--- Material provided Enclosed Below ---
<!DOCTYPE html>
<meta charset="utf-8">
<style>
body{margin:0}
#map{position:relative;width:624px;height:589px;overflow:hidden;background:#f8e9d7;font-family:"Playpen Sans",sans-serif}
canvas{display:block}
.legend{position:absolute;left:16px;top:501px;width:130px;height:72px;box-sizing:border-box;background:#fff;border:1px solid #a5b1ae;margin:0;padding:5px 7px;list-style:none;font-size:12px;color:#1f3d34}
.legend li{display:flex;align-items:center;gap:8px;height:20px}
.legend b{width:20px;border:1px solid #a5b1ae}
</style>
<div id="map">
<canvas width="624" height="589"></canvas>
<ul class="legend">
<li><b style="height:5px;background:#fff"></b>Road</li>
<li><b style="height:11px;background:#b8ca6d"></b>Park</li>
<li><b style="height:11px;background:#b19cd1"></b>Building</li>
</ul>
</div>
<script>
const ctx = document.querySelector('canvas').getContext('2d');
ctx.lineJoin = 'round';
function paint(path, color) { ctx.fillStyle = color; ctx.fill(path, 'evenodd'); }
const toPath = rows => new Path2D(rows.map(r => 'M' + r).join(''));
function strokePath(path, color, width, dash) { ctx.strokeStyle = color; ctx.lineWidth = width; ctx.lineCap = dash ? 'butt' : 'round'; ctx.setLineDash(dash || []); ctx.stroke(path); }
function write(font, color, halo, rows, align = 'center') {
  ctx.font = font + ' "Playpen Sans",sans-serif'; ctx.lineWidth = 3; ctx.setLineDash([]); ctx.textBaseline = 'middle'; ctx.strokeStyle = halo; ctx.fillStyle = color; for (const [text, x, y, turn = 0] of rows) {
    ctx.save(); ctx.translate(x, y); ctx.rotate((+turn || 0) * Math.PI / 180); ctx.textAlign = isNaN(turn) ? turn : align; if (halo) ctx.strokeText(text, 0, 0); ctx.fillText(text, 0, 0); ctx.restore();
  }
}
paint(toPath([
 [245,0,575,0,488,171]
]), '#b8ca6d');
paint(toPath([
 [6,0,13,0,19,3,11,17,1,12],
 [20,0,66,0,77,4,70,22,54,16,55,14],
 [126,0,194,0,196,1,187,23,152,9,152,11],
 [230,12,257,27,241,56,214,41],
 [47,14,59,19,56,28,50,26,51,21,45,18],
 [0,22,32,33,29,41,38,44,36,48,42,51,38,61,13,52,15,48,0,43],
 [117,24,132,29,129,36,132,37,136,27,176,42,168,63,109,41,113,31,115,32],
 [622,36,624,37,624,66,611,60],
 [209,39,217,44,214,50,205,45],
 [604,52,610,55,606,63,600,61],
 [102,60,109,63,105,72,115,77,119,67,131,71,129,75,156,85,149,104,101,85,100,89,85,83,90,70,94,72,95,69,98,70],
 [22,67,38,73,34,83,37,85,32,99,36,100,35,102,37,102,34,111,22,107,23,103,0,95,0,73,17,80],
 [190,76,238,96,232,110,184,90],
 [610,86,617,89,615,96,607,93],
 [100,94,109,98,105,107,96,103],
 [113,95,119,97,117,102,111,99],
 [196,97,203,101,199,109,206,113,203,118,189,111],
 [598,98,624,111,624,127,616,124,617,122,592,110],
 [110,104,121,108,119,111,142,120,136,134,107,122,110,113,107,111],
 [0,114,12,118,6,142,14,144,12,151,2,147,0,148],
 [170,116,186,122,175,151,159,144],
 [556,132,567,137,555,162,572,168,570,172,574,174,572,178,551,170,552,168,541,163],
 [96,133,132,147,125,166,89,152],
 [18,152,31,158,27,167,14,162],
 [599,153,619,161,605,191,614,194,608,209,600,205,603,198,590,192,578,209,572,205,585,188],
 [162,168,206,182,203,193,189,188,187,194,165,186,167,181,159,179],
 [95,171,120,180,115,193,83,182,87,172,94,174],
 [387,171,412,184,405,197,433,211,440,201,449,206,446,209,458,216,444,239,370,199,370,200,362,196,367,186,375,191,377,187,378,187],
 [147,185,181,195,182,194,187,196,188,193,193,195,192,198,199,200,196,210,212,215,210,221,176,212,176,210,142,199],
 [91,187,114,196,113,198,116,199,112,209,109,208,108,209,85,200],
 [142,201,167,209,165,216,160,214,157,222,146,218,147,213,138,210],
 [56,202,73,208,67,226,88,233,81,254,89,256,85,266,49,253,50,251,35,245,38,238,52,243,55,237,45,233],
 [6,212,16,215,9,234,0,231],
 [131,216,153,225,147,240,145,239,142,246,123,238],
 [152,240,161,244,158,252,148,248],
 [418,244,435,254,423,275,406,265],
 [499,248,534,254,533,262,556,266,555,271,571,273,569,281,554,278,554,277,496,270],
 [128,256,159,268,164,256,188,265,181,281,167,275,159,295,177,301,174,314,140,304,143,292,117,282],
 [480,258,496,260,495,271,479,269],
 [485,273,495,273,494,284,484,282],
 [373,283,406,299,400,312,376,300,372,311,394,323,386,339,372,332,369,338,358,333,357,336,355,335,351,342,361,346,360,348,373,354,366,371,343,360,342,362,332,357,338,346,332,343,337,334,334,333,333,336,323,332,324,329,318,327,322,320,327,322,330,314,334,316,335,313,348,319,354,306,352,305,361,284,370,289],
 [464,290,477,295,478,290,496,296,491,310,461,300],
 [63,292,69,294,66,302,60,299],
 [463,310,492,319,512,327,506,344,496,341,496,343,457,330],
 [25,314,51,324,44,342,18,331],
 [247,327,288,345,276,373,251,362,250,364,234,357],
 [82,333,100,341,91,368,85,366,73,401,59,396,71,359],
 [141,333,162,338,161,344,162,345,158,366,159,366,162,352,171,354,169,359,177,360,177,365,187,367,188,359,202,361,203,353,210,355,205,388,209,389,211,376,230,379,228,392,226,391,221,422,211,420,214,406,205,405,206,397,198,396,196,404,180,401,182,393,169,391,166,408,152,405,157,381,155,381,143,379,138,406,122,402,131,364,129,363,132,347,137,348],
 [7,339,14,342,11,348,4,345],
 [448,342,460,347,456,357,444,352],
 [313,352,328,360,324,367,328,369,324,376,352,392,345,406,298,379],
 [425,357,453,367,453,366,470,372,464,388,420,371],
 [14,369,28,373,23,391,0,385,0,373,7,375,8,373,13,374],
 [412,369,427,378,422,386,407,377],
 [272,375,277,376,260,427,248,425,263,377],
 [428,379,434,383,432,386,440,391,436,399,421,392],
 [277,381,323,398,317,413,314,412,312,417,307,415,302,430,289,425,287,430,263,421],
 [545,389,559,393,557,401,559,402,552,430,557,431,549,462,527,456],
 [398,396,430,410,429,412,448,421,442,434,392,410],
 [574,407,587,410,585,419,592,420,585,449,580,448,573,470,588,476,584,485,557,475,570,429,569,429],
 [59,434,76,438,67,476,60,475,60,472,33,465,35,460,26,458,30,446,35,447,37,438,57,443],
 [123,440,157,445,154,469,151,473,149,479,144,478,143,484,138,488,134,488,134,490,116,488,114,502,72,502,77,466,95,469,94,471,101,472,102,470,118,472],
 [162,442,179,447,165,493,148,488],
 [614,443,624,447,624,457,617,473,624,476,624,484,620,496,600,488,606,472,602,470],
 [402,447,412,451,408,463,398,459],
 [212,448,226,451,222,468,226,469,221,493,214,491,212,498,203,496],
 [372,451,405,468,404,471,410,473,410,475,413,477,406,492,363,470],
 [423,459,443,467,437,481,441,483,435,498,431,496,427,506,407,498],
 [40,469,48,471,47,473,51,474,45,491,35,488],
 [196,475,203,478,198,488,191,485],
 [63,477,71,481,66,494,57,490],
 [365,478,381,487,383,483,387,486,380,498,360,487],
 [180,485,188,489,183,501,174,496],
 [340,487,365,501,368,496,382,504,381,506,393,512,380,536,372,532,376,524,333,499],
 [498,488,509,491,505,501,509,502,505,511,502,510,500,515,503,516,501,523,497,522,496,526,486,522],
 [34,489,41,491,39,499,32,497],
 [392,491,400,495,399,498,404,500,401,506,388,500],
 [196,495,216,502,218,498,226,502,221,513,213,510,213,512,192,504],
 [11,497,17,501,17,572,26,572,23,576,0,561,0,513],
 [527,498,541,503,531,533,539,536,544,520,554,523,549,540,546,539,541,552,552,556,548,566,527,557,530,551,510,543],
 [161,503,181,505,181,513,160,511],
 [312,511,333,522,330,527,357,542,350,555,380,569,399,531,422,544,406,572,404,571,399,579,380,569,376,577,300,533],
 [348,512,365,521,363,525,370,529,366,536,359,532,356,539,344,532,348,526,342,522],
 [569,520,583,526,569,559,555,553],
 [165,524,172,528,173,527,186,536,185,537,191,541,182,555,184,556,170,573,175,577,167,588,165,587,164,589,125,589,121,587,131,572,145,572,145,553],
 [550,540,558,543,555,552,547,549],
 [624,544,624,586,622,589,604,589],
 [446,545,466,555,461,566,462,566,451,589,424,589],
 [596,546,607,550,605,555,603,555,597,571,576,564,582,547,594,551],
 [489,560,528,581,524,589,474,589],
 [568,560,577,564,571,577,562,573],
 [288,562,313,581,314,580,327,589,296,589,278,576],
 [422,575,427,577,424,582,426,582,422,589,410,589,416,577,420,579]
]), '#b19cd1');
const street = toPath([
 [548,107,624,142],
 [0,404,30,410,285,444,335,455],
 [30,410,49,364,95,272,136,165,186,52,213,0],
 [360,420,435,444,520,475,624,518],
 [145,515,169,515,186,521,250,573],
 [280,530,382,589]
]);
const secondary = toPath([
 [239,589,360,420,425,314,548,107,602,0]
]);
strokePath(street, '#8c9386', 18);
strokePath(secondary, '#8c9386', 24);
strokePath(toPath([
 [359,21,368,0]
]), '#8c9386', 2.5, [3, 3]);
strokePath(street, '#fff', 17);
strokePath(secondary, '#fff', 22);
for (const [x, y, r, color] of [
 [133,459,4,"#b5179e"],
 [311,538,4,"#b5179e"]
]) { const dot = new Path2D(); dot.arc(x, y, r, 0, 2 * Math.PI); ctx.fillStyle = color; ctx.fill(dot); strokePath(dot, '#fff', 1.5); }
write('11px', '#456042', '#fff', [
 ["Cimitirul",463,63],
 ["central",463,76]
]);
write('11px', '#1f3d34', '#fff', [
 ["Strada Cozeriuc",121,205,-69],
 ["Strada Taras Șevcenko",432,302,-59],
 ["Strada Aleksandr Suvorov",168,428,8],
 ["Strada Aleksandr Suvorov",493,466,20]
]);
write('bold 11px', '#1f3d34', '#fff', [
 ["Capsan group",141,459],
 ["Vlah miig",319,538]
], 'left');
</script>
--- End of Enclosed Material provided ---
Retype the listing from its first line onward, stopping after the line that contains "function write(font, color, halo, rows, align" has been retyped in full.

<!DOCTYPE html>
<meta charset="utf-8">
<style>
body{margin:0}
#map{position:relative;width:624px;height:589px;overflow:hidden;background:#f8e9d7;font-family:"Playpen Sans",sans-serif}
canvas{display:block}
.legend{position:absolute;left:16px;top:501px;width:130px;height:72px;box-sizing:border-box;background:#fff;border:1px solid #a5b1ae;margin:0;padding:5px 7px;list-style:none;font-size:12px;color:#1f3d34}
.legend li{display:flex;align-items:center;gap:8px;height:20px}
.legend b{width:20px;border:1px solid #a5b1ae}
</style>
<div id="map">
<canvas width="624" height="589"></canvas>
<ul class="legend">
<li><b style="height:5px;background:#fff"></b>Road</li>
<li><b style="height:11px;background:#b8ca6d"></b>Park</li>
<li><b style="height:11px;background:#b19cd1"></b>Building</li>
</ul>
</div>
<script>
const ctx = document.querySelector('canvas').getContext('2d');
ctx.lineJoin = 'round';
function paint(path, color) { ctx.fillStyle = color; ctx.fill(path, 'evenodd'); }
const toPath = rows => new Path2D(rows.map(r => 'M' + r).join(''));
function strokePath(path, color, width, dash) { ctx.strokeStyle = color; ctx.lineWidth = width; ctx.lineCap = dash ? 'butt' : 'round'; ctx.setLineDash(dash || []); ctx.stroke(path); }
function write(font, color, halo, rows, align = 'center') {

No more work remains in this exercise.